Utah families, political groups and lawmakers gathered at the Capitol Rotunda on Jan. 24 in support of a bill seeking to prohibit workplace discrimination based on sexual orientation and gender identity
Sponsored by local gay rights group Equality Utah, the rally for HB 89 Antidiscrimination Act Amendments featured speakers Rev. Sean Parker Dennison from the South Valley Unitarian Universalist Society and bill sponsor Rep. Christine Johnson, D-Salt Lake City.
Johnson told the crowd – many of whom brought homemade signs in support of the bill – that HB 89’s supporters would likely try to defeat the bill by calling it a “slippery slope to giving partner benefits.”
“This bill is not about putting a stamp of approval on homosexuality,” she said. “It’s an equality agenda, not a gay agenda.”
She encouraged attendees to help educate their legislators about the bill, and to let them meet their “beautiful, loving families.”
One such family on hand was Jeri Tafoya, her partner Shannon Moffitt and their two-year-old son, Ryan.
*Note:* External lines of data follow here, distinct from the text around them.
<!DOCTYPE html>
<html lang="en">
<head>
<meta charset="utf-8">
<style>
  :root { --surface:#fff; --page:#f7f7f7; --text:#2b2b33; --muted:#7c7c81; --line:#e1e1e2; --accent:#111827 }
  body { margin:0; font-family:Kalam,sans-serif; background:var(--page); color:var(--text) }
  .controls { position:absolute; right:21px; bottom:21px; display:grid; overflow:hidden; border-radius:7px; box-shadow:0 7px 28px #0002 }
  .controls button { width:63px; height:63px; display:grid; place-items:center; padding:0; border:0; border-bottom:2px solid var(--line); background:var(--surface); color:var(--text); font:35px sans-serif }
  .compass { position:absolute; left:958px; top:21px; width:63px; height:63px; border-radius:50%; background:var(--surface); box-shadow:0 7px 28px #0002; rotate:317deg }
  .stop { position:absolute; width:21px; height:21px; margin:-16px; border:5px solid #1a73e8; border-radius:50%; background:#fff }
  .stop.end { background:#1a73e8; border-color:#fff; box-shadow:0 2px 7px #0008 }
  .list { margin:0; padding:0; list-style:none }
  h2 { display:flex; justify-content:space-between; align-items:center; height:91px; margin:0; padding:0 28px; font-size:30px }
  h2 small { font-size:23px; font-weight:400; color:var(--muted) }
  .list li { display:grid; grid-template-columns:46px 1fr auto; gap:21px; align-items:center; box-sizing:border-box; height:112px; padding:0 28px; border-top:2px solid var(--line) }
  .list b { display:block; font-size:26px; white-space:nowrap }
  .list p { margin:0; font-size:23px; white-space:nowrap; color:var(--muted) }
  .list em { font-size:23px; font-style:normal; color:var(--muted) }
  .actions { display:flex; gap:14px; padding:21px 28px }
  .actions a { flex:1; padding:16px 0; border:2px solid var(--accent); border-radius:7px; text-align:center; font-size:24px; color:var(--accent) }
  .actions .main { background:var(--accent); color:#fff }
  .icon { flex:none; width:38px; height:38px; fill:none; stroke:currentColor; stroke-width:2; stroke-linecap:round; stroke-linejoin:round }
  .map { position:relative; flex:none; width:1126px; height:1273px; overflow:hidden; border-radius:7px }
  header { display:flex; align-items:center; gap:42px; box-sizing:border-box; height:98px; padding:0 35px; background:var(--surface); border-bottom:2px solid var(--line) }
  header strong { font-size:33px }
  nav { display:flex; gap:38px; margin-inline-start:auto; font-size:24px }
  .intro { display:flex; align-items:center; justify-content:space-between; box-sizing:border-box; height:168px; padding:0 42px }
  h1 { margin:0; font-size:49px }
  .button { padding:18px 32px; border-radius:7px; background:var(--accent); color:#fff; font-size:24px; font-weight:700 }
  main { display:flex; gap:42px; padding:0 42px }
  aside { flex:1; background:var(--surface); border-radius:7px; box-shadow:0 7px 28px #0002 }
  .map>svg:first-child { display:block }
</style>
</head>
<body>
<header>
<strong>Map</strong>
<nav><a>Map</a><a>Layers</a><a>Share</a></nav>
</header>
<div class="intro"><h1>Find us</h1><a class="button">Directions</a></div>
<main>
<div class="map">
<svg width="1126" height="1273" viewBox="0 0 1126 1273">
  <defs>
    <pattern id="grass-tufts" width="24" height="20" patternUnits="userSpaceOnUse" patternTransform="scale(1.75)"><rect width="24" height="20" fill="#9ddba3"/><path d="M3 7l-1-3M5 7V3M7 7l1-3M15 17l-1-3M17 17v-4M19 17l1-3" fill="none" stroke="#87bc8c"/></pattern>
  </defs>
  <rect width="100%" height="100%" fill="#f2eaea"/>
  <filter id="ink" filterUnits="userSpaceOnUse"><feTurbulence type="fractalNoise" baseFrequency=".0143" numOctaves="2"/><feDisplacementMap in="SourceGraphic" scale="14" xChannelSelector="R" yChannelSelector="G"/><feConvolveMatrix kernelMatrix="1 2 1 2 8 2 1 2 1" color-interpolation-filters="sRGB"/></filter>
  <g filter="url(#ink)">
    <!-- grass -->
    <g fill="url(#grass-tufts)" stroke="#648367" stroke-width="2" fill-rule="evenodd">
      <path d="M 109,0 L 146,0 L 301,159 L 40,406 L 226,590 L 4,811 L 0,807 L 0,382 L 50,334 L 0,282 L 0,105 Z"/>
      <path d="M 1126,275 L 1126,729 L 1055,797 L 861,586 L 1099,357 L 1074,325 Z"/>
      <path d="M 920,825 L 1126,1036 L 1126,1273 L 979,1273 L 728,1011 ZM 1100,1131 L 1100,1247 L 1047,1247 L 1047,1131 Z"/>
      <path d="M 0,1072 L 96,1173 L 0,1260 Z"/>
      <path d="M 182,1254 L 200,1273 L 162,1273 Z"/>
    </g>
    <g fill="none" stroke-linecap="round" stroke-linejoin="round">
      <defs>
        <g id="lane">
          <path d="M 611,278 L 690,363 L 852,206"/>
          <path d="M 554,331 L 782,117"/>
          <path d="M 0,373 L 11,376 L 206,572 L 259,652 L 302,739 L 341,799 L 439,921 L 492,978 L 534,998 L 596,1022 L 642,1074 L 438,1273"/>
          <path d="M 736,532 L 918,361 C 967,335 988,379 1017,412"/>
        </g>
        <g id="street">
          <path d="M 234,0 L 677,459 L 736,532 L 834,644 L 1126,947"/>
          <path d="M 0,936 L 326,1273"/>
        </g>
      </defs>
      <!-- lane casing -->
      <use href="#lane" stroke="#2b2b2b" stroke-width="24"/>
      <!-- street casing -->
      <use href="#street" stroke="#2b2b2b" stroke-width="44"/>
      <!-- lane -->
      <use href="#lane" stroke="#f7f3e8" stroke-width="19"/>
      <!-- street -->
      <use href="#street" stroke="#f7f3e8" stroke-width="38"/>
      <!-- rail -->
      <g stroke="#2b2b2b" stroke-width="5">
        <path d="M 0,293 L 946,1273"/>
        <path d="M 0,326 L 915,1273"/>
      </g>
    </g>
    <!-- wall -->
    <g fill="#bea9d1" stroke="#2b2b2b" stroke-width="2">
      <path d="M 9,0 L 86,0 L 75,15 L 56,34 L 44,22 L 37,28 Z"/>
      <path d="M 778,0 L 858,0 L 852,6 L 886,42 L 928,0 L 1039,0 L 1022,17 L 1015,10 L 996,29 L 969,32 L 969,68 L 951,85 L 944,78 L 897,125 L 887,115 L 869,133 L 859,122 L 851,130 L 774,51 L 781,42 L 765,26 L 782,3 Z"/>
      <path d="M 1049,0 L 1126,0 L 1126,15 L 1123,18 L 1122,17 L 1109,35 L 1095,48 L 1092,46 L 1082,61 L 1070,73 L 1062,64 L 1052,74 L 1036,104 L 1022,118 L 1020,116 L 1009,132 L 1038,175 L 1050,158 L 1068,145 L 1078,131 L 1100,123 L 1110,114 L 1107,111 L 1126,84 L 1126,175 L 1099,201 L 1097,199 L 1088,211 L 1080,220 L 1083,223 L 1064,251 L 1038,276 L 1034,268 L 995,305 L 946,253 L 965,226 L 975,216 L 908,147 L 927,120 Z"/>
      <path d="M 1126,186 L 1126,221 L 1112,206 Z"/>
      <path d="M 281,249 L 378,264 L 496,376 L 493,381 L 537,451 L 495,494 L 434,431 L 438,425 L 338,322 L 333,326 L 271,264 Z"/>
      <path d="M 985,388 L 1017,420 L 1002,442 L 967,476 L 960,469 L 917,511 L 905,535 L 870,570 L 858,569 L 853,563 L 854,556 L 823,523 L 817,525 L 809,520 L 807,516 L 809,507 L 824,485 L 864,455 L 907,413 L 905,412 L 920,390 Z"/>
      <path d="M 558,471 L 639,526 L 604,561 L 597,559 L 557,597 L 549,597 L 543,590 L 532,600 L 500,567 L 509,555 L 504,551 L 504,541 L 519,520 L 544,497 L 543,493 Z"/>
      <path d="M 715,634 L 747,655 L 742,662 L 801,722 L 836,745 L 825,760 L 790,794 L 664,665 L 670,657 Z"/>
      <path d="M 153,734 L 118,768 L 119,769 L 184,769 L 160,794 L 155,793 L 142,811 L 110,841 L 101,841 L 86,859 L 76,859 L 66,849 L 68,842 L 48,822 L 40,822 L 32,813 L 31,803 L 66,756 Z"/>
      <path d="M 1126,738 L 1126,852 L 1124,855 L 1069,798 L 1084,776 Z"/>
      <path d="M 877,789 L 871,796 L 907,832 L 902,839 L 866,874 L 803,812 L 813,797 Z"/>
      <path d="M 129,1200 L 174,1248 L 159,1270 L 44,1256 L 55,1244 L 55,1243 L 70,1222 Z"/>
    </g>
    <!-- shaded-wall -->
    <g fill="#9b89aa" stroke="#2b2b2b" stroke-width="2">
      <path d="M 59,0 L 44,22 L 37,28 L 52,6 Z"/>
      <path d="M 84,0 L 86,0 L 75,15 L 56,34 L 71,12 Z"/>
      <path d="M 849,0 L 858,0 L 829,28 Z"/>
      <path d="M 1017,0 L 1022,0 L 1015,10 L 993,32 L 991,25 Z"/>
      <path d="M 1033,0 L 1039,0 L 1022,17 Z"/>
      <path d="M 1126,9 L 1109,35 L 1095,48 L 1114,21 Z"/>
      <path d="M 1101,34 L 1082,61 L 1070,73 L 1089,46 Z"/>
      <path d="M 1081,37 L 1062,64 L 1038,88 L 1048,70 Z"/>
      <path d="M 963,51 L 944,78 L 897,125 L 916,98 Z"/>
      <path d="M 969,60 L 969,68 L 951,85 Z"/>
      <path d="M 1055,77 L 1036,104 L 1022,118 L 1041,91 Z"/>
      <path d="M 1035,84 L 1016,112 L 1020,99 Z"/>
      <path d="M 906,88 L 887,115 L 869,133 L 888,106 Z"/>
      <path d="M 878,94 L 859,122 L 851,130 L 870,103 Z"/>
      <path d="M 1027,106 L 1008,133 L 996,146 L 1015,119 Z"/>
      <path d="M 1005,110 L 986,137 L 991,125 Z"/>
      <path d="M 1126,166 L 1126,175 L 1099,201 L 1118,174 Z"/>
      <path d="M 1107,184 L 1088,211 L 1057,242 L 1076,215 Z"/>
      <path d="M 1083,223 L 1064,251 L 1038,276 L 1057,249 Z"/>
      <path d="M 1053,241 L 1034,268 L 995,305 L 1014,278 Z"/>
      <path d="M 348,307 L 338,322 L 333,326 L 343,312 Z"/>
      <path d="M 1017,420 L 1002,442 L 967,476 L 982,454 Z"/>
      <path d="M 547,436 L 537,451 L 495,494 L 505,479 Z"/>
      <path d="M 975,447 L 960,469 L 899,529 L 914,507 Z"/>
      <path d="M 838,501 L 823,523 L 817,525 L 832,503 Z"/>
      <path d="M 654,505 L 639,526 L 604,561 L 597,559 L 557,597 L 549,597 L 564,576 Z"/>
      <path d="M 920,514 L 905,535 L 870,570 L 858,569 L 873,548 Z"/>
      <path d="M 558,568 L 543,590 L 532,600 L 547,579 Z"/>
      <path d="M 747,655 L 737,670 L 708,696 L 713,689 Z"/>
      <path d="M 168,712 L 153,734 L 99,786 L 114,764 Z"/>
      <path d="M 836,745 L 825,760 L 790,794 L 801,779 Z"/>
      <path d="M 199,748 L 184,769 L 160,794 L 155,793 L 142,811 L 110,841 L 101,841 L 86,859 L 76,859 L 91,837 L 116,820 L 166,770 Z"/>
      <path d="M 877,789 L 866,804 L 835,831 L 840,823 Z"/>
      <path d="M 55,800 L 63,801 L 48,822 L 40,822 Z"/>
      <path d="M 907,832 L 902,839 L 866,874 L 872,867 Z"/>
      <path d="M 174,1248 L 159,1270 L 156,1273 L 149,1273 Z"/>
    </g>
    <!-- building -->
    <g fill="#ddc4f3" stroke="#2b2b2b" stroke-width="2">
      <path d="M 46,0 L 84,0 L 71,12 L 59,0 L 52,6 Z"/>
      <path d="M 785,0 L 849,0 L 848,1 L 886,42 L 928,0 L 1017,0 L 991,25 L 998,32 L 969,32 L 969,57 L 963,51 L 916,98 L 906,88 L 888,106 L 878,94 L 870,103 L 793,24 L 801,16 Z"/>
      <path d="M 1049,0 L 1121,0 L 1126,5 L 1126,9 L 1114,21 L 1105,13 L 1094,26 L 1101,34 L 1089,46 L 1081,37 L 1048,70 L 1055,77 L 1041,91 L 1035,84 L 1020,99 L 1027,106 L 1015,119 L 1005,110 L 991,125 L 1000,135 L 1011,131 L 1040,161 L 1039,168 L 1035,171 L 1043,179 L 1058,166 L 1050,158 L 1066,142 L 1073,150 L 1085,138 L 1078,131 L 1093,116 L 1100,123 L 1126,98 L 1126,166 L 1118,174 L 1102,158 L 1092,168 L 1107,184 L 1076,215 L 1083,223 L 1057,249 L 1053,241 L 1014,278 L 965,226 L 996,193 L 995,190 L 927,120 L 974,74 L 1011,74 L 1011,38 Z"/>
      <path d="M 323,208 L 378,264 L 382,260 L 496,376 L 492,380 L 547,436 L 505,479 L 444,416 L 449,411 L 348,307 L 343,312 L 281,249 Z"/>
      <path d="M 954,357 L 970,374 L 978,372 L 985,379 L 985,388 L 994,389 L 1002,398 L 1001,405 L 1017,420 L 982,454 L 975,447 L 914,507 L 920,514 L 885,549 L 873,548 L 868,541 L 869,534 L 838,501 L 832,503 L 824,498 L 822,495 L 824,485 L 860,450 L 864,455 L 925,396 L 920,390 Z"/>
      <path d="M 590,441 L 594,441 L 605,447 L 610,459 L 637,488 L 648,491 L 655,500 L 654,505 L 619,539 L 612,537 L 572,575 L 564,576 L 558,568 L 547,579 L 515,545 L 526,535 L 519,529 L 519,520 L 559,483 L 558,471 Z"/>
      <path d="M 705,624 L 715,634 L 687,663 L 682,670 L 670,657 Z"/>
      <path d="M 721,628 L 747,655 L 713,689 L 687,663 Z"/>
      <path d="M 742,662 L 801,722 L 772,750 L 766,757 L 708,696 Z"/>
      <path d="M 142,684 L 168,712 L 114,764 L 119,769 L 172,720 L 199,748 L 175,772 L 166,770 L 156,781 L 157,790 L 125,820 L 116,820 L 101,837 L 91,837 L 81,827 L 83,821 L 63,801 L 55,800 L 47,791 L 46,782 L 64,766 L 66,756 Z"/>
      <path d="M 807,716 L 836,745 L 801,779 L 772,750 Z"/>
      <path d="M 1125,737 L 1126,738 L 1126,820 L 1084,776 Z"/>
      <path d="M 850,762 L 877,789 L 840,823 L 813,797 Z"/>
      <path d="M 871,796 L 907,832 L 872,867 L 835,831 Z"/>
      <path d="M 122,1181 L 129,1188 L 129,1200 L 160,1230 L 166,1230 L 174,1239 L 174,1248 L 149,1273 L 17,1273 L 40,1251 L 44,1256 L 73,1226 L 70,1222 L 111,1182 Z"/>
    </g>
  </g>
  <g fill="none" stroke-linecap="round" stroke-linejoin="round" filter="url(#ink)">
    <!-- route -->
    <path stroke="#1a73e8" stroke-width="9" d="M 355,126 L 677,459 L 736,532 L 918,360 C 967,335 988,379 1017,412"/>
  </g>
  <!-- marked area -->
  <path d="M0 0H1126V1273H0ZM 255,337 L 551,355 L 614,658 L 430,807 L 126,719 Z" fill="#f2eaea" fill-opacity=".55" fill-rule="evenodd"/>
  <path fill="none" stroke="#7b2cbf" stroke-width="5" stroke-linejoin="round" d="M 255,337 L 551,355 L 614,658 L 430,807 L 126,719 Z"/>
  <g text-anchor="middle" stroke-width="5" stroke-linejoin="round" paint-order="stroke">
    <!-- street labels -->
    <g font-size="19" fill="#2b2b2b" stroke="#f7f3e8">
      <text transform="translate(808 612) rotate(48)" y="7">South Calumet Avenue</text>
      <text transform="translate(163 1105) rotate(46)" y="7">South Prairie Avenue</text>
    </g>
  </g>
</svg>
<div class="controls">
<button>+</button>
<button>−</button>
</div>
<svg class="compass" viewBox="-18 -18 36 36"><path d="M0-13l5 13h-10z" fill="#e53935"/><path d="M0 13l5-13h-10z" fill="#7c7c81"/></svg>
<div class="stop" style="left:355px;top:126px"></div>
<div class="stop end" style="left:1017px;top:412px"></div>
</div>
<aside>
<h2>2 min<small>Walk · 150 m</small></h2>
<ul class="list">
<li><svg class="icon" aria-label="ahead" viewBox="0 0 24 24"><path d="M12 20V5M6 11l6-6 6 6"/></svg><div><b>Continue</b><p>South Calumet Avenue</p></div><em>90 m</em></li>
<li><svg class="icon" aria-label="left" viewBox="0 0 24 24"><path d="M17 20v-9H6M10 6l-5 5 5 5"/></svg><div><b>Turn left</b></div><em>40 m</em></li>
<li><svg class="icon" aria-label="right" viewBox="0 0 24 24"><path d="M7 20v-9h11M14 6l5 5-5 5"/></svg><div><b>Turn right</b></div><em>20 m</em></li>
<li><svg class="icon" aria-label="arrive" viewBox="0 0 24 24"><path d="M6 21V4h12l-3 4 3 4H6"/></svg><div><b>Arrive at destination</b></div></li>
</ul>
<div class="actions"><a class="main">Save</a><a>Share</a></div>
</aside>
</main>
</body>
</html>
Tafoya said she supported the bill because she had experienced discrimination on the job. She said she lost her job as a manager at a Salt Lake City business because of her sexual orientation. She said she was not comfortable naming the business.
“I often saw people not getting due raises and promotions based on who they are,” she said, adding that she and her partner would contact their Representative to let her know about the importance of the bill.
Utah Log Cabin Republicans president Melvin Nimer said that his organization, a grassroots group for gay and lesbian Republicans, would also contact members of the House Business and Labor Committee to voice support of HB 89. The committee has to approve the bill before it can go to the House for debate.
Nimer also said he and other Log Cabin Republicans hope to start conversations with other Republicans on capitol hill about the importance of this and other bills important to gays and lesbians.
“A number of us are state delegates, and they’ll need our votes in upcoming elections,” he said.
Although HB 89 was held in committee on the following day, supporters said they were not discouraged.
“After an amazing introduction by Rep. Johnson and solid testimony in support of HB89 Antidiscrimination Act Amendments, the committee leadership decided to hold the bill for further discussion. This is HUGE for the first effort on this bill. Just as easily, the heavily conservative committee could have voted down the legislation," Equality Utah president Mike Thompson said in a statement released to the bill’s supporters.
HB 89 is currently waiting in committee pending a decision by chairman Rep. Stephen Clark, R-Orem, on whether it will be discussed further.